- [GIVEN INFORMATION]
= Beginning of Section =

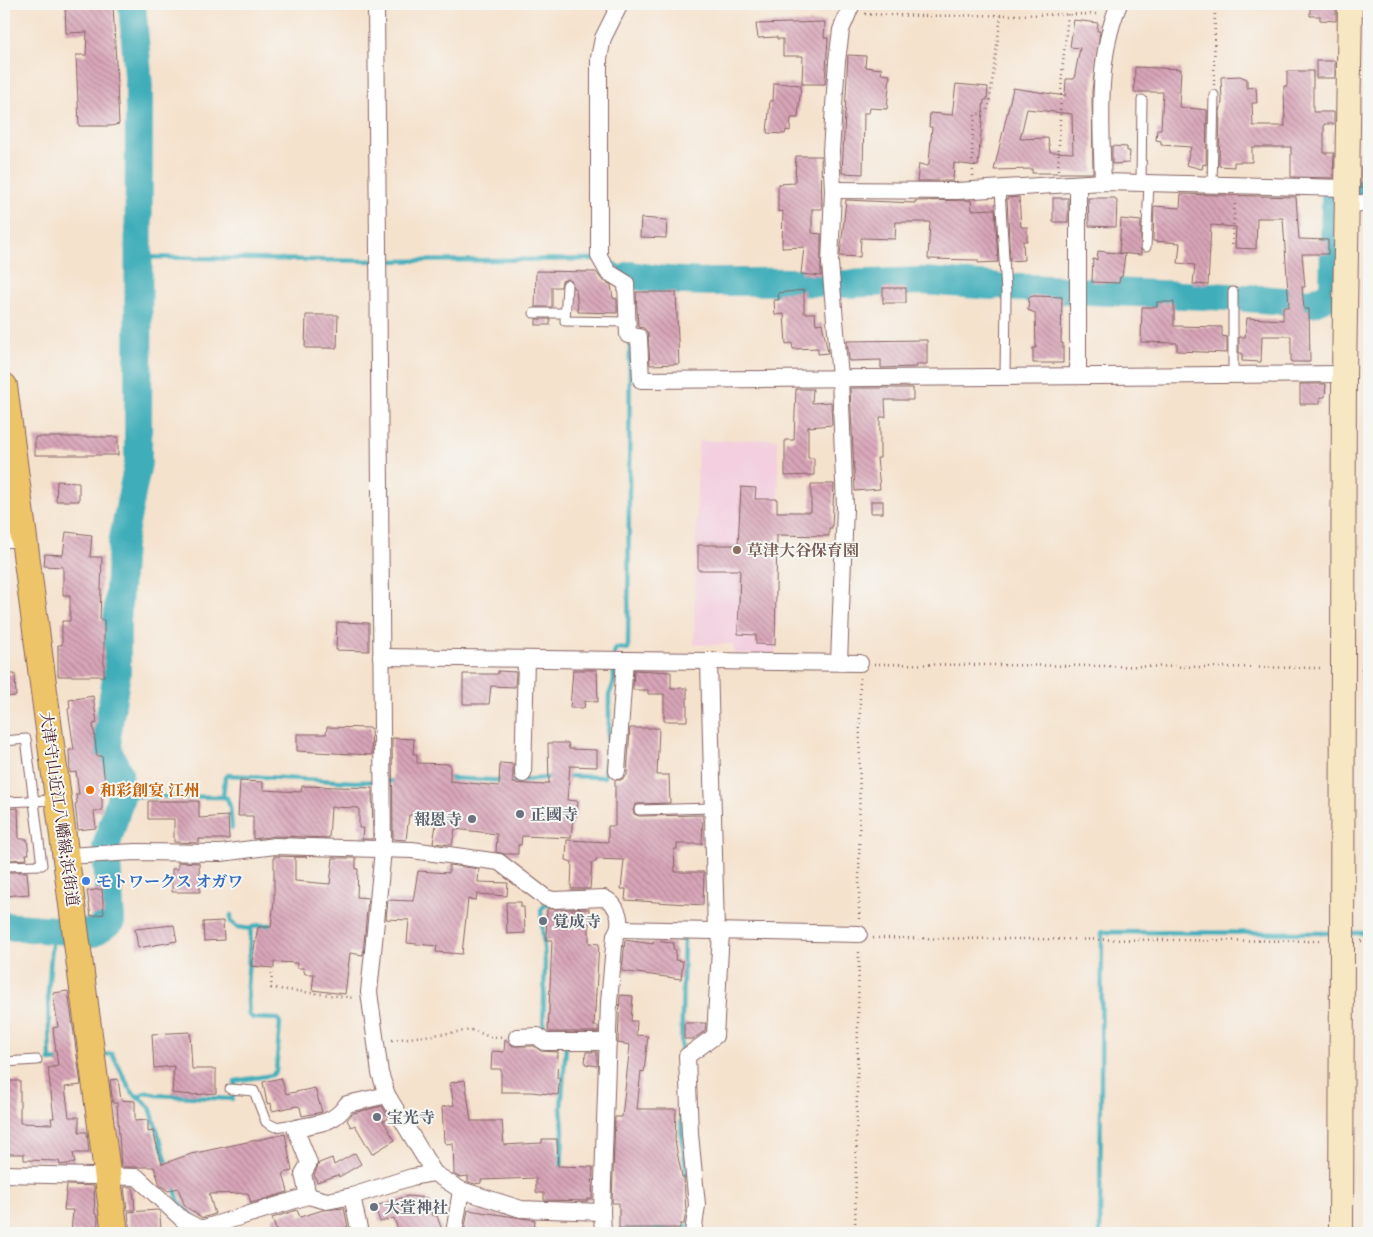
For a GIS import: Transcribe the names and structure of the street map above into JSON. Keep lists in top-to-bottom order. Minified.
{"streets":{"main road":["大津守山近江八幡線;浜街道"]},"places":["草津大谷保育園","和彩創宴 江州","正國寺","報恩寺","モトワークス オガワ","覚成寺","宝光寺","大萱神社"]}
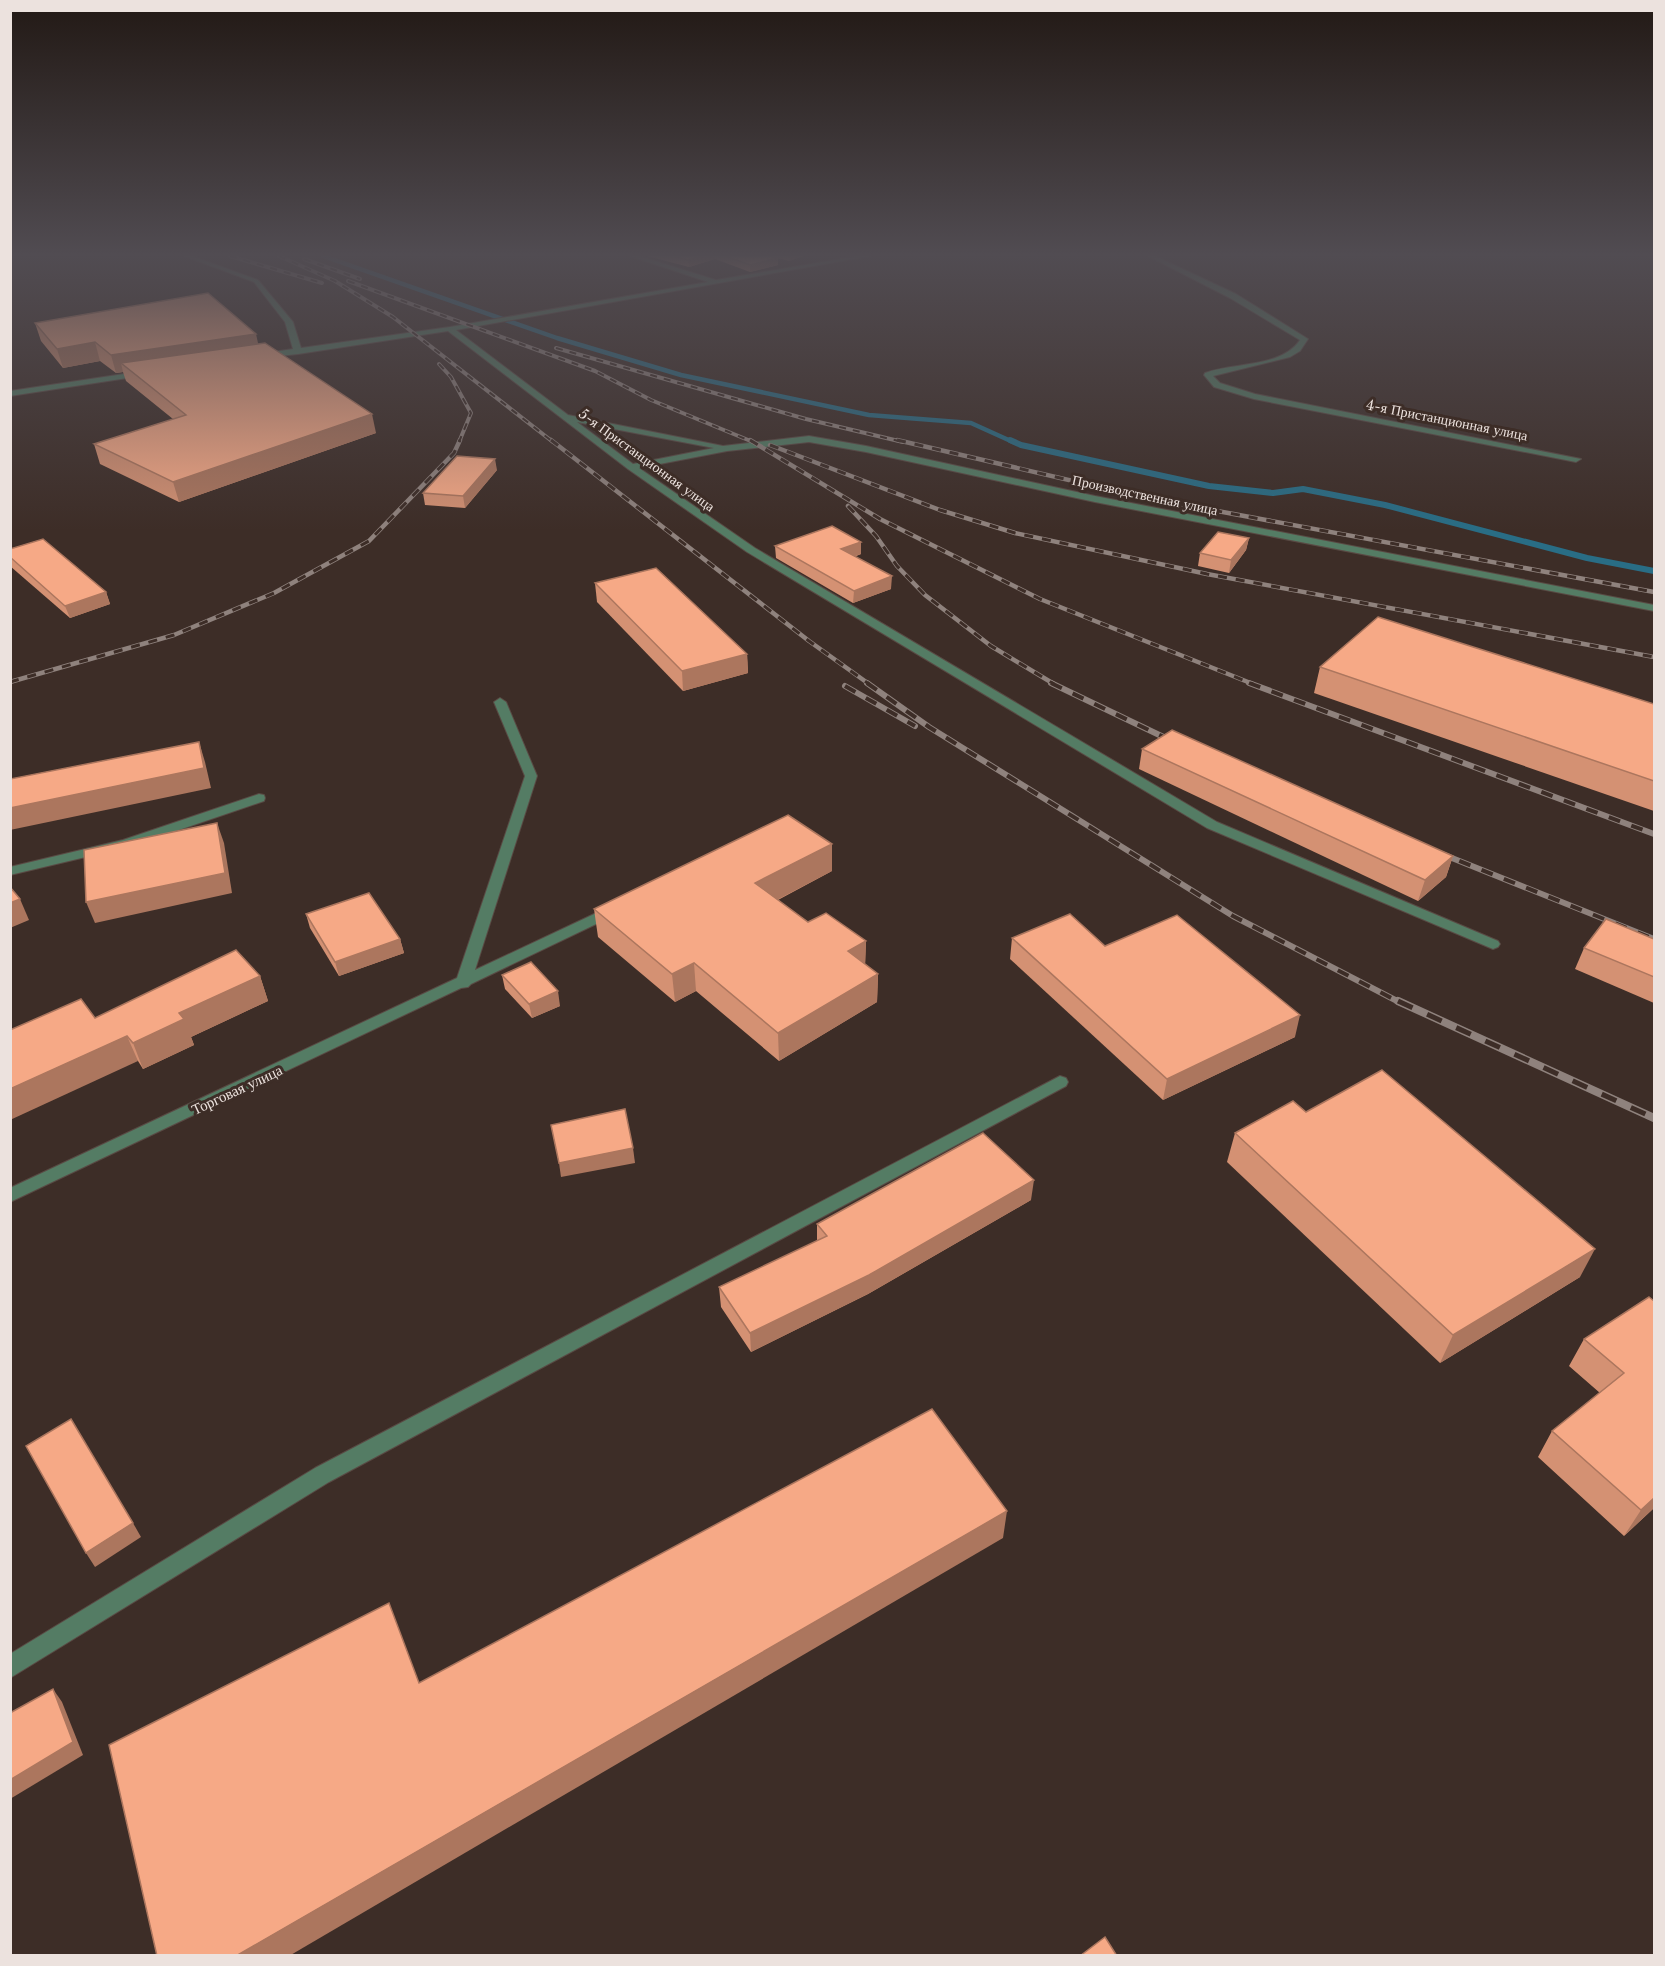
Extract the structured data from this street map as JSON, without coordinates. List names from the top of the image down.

= End of Section =

- [WHAT TO DO] Each of the lines above should be transcribed exactly; no image is to be copied.

- [SOLUTION]
For a GIS import: Transcribe the names and structure of the street map above into JSON. Keep lists in top-to-bottom order. Minified.
{"streets":{"main road":["大津守山近江八幡線;浜街道"]},"places":["草津大谷保育園","和彩創宴 江州","正國寺","報恩寺","モトワークス オガワ","覚成寺","宝光寺","大萱神社"]}
Extract the structured data from this street map as JSON, without coordinates. List names from the top of the image down.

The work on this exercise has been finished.